In the 1920s, 1930s, and 1940s, the Pillar of Fire Church was vocal in its support of the Ku Klux Klan, to an extent which was unique for a religious denomination. Alma White prolifically spoke and wrote of both her and the Pillar of Fire Church's support of the Klan and many of the Klan's principles including anti-Catholicism, white supremacy, antisemitism, nativism, and temperance. In 1943, shortly before her death, she and the Pillar of Fire Church significantly but not completely distanced themselves from the then discredited and nearly bankrupt Klan organization, but they still continued to promote many of the Klan's intolerant principles. In a 1920s sermon which she republished in 1943, she said We have no connection with the Klan organization. We endorse them in the principles for which they stand. However there is no room in our hearts for racial prejudice.

However, White and the Pillar of Fire still advocated white supremacy in the same 1943 book-set which asserted their distaste for racial prejudice. In her chapter which was titled "White Supremacy" she wrote The slaveholder, in many instances, was as much to be pitied as the slaves.

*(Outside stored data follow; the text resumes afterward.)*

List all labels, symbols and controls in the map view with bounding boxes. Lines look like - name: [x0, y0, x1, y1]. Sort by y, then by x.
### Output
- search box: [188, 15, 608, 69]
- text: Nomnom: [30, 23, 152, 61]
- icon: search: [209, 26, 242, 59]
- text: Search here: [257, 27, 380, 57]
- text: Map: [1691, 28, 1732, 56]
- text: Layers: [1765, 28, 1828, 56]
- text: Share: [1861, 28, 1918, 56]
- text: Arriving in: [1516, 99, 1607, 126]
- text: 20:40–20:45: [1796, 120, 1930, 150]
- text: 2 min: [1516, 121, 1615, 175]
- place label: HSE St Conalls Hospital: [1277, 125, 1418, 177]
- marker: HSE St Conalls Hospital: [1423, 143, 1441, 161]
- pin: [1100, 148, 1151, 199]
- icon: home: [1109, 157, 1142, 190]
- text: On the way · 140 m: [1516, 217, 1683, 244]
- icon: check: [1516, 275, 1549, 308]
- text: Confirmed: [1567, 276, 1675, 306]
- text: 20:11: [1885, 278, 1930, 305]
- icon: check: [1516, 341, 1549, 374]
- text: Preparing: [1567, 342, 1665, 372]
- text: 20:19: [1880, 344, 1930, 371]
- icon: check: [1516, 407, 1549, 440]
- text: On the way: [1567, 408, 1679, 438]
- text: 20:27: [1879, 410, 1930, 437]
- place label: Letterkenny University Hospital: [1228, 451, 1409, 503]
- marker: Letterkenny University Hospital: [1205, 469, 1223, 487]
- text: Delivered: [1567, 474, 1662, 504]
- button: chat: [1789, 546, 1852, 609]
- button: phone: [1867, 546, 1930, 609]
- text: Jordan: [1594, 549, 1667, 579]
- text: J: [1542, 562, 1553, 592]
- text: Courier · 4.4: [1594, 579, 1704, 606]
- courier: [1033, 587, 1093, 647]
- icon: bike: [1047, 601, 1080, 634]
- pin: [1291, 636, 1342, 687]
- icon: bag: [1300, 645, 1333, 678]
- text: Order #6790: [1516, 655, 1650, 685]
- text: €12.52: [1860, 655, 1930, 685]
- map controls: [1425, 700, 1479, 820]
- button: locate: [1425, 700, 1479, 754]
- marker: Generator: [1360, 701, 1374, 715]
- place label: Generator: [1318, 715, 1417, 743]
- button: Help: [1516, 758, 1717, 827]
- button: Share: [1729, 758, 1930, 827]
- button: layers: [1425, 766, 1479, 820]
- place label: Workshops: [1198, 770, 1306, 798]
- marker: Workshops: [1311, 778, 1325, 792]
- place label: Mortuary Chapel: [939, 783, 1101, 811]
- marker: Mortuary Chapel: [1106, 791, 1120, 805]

He, too, was a victim of the system. ... Where the slaves were well treated they were happy and contented ... But some radicals could never see this side of the question. They dwelt continually on the cruelties of a few hard taskmasters and ignored the good people who had the welfare of their dependents at heart. No matter what the better class of slave owners might do, they had to bear the stigma of cruelty with the worst of tyrants. ... Where property rights are involved, supported by the government, the only safe and sane way to make wrongs right is by cool-headed procedure.She also said to the New Brunswick Daily Home News,
"My people are not members of the Klan, but we agree with some of the things that they stand for to assert our American right of free speech. We have always stood for one hundred percent Americanism and so does the Klan, so naturally we agree there."

Additionally, the Pillar of Fire's pulpit and its printing operation were both extensively used to advocate many of the Klan's most intolerant values. In 1922, Bishop Alma White promoted the Klan in a sermon which she preached at the Pillar of Fire Church in Brooklyn, New York (which was coincidentally incinerated in the 1960 New York air disaster) and published that sermon in The Good Citizen. The speech was titled "Ku Klux Klan and Woman's Causes" and one section was subtitled "White Supremacy".

The Klansmen stand for the supremacy of the white race, which is perfectly legitimate and in accordance with the teachings of the Holy Writ, and anything that has been decreed by the Almighty should not work a hardship on the colored race ... It is within the rights of civilization for the white race to hold the supremacy; and no injustice to the colored man to stay in the environment where he was placed by the Creator. ... When the black man was liberated it was time for women to be enfranchised, without which the colored man with his newly-acquired rank became her political master. ... The white women bore the sting of humiliation for more than half a century in being placed in an inferior position to the black men in the use of the ballot and the rights of citizenship ... To whom shall we look to champion the cause and to protect the rights of women? Is there not evidence that the Knights of the Klu[sic] Klux Klan are the prophets of a new and better age?

The Pillar of Fire Church strongly argued against social and political equality for Blacks and it also advocated racial segregation and the repeal of the fifteenth amendment. The Pillar allowed the Klan to hold meetings or cross burnings on at least several of the church's numerous properties including numerous documented Klan gatherings in Zarephath, New Jersey; Brooklyn, New York; Bound Brook, New Jersey; Longmont, Colorado; and Westminster, Colorado. White participated directly in many of these meetings. During this time, the Pillar of Fire Church published The Good Citizen, a monthly 16 page political magazine and three books, The Ku Klux Klan in Prophecy, Klansmen: Guardians of Liberty, and Heroes of the Fiery Cross, all of which heavily promoted the Klan and its agenda from 1921 until 1933. Ideologically, in these publications, the Pillar of Fire Church promoted anti-Catholicism, antisemitism, nativism, and white supremacy, all primarily under the guise of patriotism.

The radical belief in human equality which is at the heart of the Christian message eventually caused the organization to repudiate its historical relationship with the KKK on its website in 2009:

Much talk has also arisen over her brief but significant association with the KKK, which has also been publicly condemned and repented of by the POF leadership with a request for full forgiveness. Despite these and other errors in its history, the Lord in His grace and mercy has chosen to bless the ministry.

And in its local paper in 1997:

We regret, repudiate and repent, and ask for full forgiveness for anything in our past that is short of Christian standards based on God's Word, following Jesus' model prayer that teaches us to ever pray and forgive us our sins for we also forgive everyone that is indebted to us. We specifically regret mistakes and bad judgement by previous generations or anyone in our membership of the past.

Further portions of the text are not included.